For Ferguson, it is becoming increasingly important to educate people as he sees an increasing number of hikers out on the city’s trails. He says snakes in Hong Kong are not aggressive, and usually bites only occur as a defence when humans get too close. He said the people he knows who were bitten by snakes include a woman who put her hand on one when she was opening a gate, someone who stepped on a snake, and a man who unwittingly sat on a snake and was bitten in the bum.
“If you leave snakes alone it is extremely unlikely that you will be bitten. I go out hunting for snakes all the time and I corner them, and they will do almost everything to get out and get away,” Ferguson said.
The site is clear that it is not meant to be a substitute for professional expertise; it advises people against handling snakes and to call emergency services if they are bitten.
Above all, the site’s creators hope it will enable people to appreciate wild creatures and that it will foster a sense of responsibility for the environment.
“The message we want to get out with this site, and with anything else, is that it’s really easy to be safe around and enjoy snakes,” Francis said.
1. Stay calm, get a safe distance away from the snake (at least the length of its body), and call 999.
2. Clean the wound with water or antiseptic if available.
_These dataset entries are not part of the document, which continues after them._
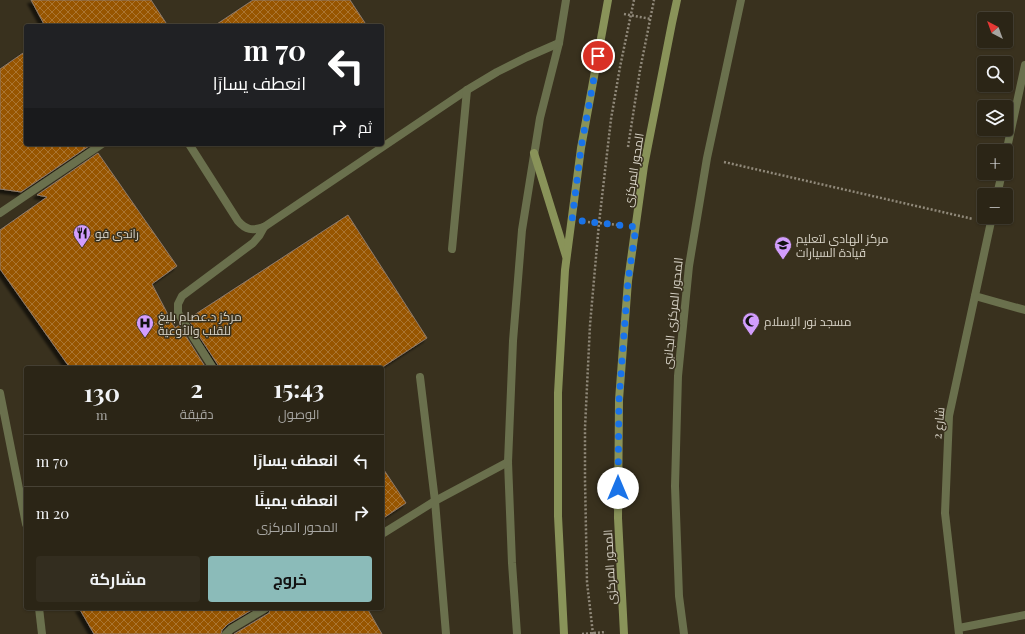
<!DOCTYPE html>
<html lang="ar">
<meta charset="utf-8">
<style>
body{margin:0;font-family:"Playfair Display",Cairo,serif;background:#332d1f;color:#f1f3f6;direction:rtl;height:100vh;display:flex;flex-direction:column;font-size:15px;white-space:nowrap}
*{box-sizing:border-box;margin:0}
p{font-size:13px;color:#a6a5a1}
.icon{flex:none;width:22px;height:22px;fill:none;stroke:currentColor;stroke-width:2;stroke-linecap:round;stroke-linejoin:round}
.map{position:relative;flex:1;overflow:hidden;direction:ltr}
.details{position:absolute;left:24px;top:366px;width:360px;height:244px;display:flex;flex-direction:column;background:#2b2516;border-radius:4px;box-shadow:0 1px 3px #0004,0 0 0 1px #474235;direction:rtl}
.details>*{flex:none}
.guide{position:absolute;left:24px;top:24px;width:360px;height:122px;border-radius:4px;box-shadow:0 1px 3px #0004,0 0 0 1px #474235;direction:rtl;background:#202124;color:#fff;overflow:hidden}
.needle{width:26px;rotate:319deg}
.controls{position:absolute;left:977px;top:12px;display:grid;gap:8px}
.controls a{display:grid;place-items:center;width:36px;height:36px;border-radius:4px;background:#2b2516;box-shadow:0 1px 3px #0004,0 0 0 1px #474235;font-size:20px}
.pin{position:absolute;display:grid;place-items:center;width:34px;height:34px;color:#fff;margin:-17px;border:2px solid #fff;border-radius:50%;box-shadow:0 1px 4px #0007}
.me{position:absolute;width:44px;margin:-22px;rotate:0deg;stroke-linejoin:round;filter:drop-shadow(0 0 3px #0008)}
.turn{display:flex;align-items:center;gap:14px;height:84px;padding:0 12px;font-size:18px}
.turn .icon{width:52px;height:52px;stroke-width:2.5}
.turn b{display:block;font-size:28px;line-height:34px}
.then{display:flex;align-items:center;height:38px;padding:0 12px;background:#0003;gap:8px;font-size:15px}
.eta{display:flex;justify-content:space-evenly;align-items:center;height:68px;text-align:center}
.eta b{font-size:24px;font-weight:700;line-height:28px}
.action{display:flex;gap:8px;margin-top:auto;padding:8px 12px}
.action a{flex:1;height:46px;border-radius:4px;background:#8bbbb9;color:#111;font-size:16px;font-weight:700;line-height:46px;text-align:center}
.action a+a{background:#332d1f;color:#f1f3f6}
ul{padding:0;list-style:none}
li{display:flex;align-items:center;gap:12px;height:52px;padding:0 12px;border-top:1px solid #474235}
li div{flex:1}
li b{display:block;font-size:15px}
li em{font-style:normal}
.map>svg:first-child{display:block}
</style>
<div class="map">
<svg width="1025" height="634" viewBox="0 0 1025 634">
<defs>
<pattern id="building-cross-hatch" width="8" height="8" patternUnits="userSpaceOnUse"><rect width="8" height="8" fill="#975404"/><path d="M0 0l8 8M0 8l8-8" fill="none" stroke="#aa7433"/></pattern>
<filter id="shadow"><feDropShadow dx="-3.5" dy="3.5" stdDeviation="1" flood-color="#0009"/></filter>
</defs>
<rect width="100%" height="100%" fill="#39311e"/>
<!-- building -->
<g fill="url(#building-cross-hatch)" stroke="#8e7b6b" filter="url(#shadow)">
<path d="M31,0H151L168,26H45Z"/>
<path d="M253,0H350L367,26H214Z"/>
<path d="M26,51V144H92L21,192L0,189V69Z"/>
<path d="M98,153L177,266L152,284L175,328L179,325L206,368H70L0,269V230L47,197L37,195Z"/>
<path d="M348,215L427,338L381,368H218V365L188,319Z"/>
<path d="M382,467L406,503L382,519Z"/>
<path d="M79,608H255L228,624L222,630L221,634H94Z"/>
<path d="M271,608H367L382,634H234L269,613Z"/>
</g>
<g fill="none" stroke-linecap="round" stroke-linejoin="round">
<!-- path -->
<g stroke="#90897a" stroke-width="2.5" stroke-dasharray="2 2" stroke-linecap="butt">
<path d="M624,14L651,19"/>
<path d="M628,147L640,70L654,0"/>
<path d="M724,162L973,219"/>
<path d="M588,222L619,225"/>
<path d="M582,634L606,632"/>
<path d="M593,634L587,582L585,480V428L590,325L599,223L611,119L620,67L634,0"/>
</g>
<!-- lane -->
<g stroke="#6a704d" stroke-width="8">
<path d="M959,628L1025,615"/>
<path d="M517,634L512,563L508,462L513,341L522,230L540,118L559,43L566,0"/>
</g>
<!-- street -->
<g stroke="#6a704d" stroke-width="8">
<path d="M189,144L238,221C246,230 252,231 264,227L467,90L497,72L527,57L559,43"/>
<path d="M1006,153L1025,65"/>
<path d="M997,195L1002,173"/>
<path d="M0,213L102,144"/>
<path d="M452,249L467,90"/>
<path d="M975,296L1025,310"/>
<path d="M213,368L178,313V304L182,296L253,243L259,236L264,227"/>
<path d="M420,377L435,501L446,634"/>
<path d="M0,393L26,524"/>
<path d="M382,534L435,501L508,462"/>
<path d="M39,608L42,634"/>
<path d="M226,634L231,629L266,608"/>
<path d="M684,634L679,596L675,486L678,376L689,266L707,158L741,0"/>
<path d="M959,634L945,513L949,416L992,217"/>
</g>
<!-- secondary -->
<g stroke="#899359" stroke-width="8">
<path d="M534,153L566,256"/>
<path d="M564,634L558,516V393L565,270L581,148L608,0"/>
<path d="M624,634L618,518L619,400L628,281L644,166L672,23L677,0"/>
</g>
</g>
<g fill="none" stroke-linecap="round" stroke-linejoin="round">
<!-- route -->
<path stroke="#1a73e8" stroke-width="7" stroke-dasharray="0 12.6" d="M598,56L581,148L572,220L636,227L628,281L619,400L618,488"/>
</g>
<!-- icons -->
<defs>
<g id="restaurant-pin" transform="scale(0.9)"><path d="M0 17L-7.5 6A9.5 9.5 0 1 1 7.5 6Z" fill="#d29dfd" stroke="#39311e"/><path d="M-5-6h1v4h1v-4h1v4h1v-4h1v5L-1.5 .5V6h-2V.5L-5-1ZM5-6V6H3V1.5H1.5Q1.5-4 5-6Z" fill="#111"/></g>
<g id="school-pin" transform="scale(0.9)"><path d="M0 17L-7.5 6A9.5 9.5 0 1 1 7.5 6Z" fill="#d29dfd" stroke="#39311e"/><path d="M0-5L7-2L0 1L-7-2ZM-4 1L0 2.5L4 1V4Q0 6-4 4Z" fill="#111"/></g>
<g id="mosque-pin" transform="scale(0.9)"><path d="M0 17L-7.5 6A9.5 9.5 0 1 1 7.5 6Z" fill="#d29dfd" stroke="#39311e"/><path d="M3.5-4.9A6 6 0 1 0 3.5 4.9A5 5 0 1 1 3.5-4.9Z" fill="#111"/></g>
<g id="hospital-pin" transform="scale(0.9)"><path d="M0 17L-7.5 6A9.5 9.5 0 1 1 7.5 6Z" fill="#d29dfd" stroke="#39311e"/><path d="M-5-5h3v3.5h4V-5h3V5h-3V1.5h-4V5h-3Z" fill="#111"/></g>
</defs>
<g fill-rule="evenodd">
<use href="#restaurant-pin" x="82" y="233"/>
<use href="#school-pin" x="783" y="245"/>
<use href="#mosque-pin" x="751" y="321"/>
<use href="#hospital-pin" x="145" y="323"/>
</g>
<g text-anchor="middle" dominant-baseline="central" stroke-width="3" stroke-linejoin="round" paint-order="stroke">
<!-- street labels -->
<g font-size="12" fill="#d9d4c8" stroke="#39311e">
<text transform="translate(633 170) rotate(-81)">المحور المركزى</text>
<text transform="translate(672 313) rotate(-84)">المحور المركزى الجانبى</text>
<text transform="translate(938 423) rotate(-84)">شارع 2</text>
<text transform="translate(609 567) rotate(-93)">المحور المركزى</text>
</g>
<!-- poi labels -->
<g font-size="12" fill="#d9d4c8" stroke="#39311e" text-anchor="start">
<text x="95" y="233">راندى فو</text>
<text x="796" y="238">مركز الهادى لتعليم<tspan x="796" dy="14">قيادة السيارات</tspan></text>
<text x="158" y="316">مركز د.عصام بليغ<tspan x="158" dy="14">للقلب والأوعية</tspan></text>
<text x="764" y="321">مسجد نور الإسلام</text>
</g>
</g>
</svg>
<div class="controls">
<a><svg class="needle" viewBox="-14 -14 28 28"><path d="M0-13l5 13h-10z" fill="#e53935"/><path d="M0 13l5-13h-10z" fill="#a6a5a1"/></svg></a>
<a><svg class="icon" aria-label="search" viewBox="0 0 24 24"><circle cx="10" cy="10" r="6"/><path d="M15 15l6 6"/></svg></a>
<a><svg class="icon" aria-label="layers" viewBox="0 0 24 24"><path d="M12 4l9 5-9 5-9-5zM3 14l9 5 9-5"/></svg></a>
<a>+</a>
<a>−</a>
</div>
<div class="pin" style="left:598px;top:56px;background:#d93025"><svg class="icon" aria-label="arrive" viewBox="0 0 24 24"><path d="M6 21V4h12l-3 4 3 4H6"/></svg></div>
<svg class="me" style="left:618px;top:488px" viewBox="-20 -20 40 40"><circle r="19" fill="#fff"/><path d="M0-13L10 11 0 6-10 11z" fill="#1a73e8"/></svg>
<div class="guide">
<div class="turn"><svg class="icon" aria-label="left" viewBox="0 0 24 24"><path d="M17 20v-9H6M10 6l-5 5 5 5"/></svg><div><b>70 m</b>انعطف يسارًا</div></div>
<div class="then">ثم<svg class="icon" aria-label="right" viewBox="0 0 24 24"><path d="M7 20v-9h11M14 6l5 5-5 5"/></svg></div>
</div>
<section class="details">
<div class="eta">
<div><b>15:43</b><p>الوصول</p></div>
<div><b>2</b><p>دقيقة</p></div>
<div><b>130</b><p>m</p></div>
</div>
<ul>
<li><svg class="icon" aria-label="left" viewBox="0 0 24 24"><path d="M17 20v-9H6M10 6l-5 5 5 5"/></svg><div><b>انعطف يسارًا</b></div><em>70 m</em></li>
<li><svg class="icon" aria-label="right" viewBox="0 0 24 24"><path d="M7 20v-9h11M14 6l5 5-5 5"/></svg><div><b>انعطف يمينًا</b><p>المحور المركزى</p></div><em>20 m</em></li>
</ul>
<div class="action"><a>خروج</a><a>مشاركة</a></div>
</section>
</div>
Wrapping it can actually do more harm than good, Fung says.
3. Try to keep the injured area level with the heart (not above or below) and try not to move around.
4. Take a photo of the snake if possible and try to remember what the snake looked like.
5. Fung advised people to always go to the hospital and not try to treat the bite on their own. He said all hospitals in Hong Kong stock antivenom, but may not have antivenom from every species available all the time.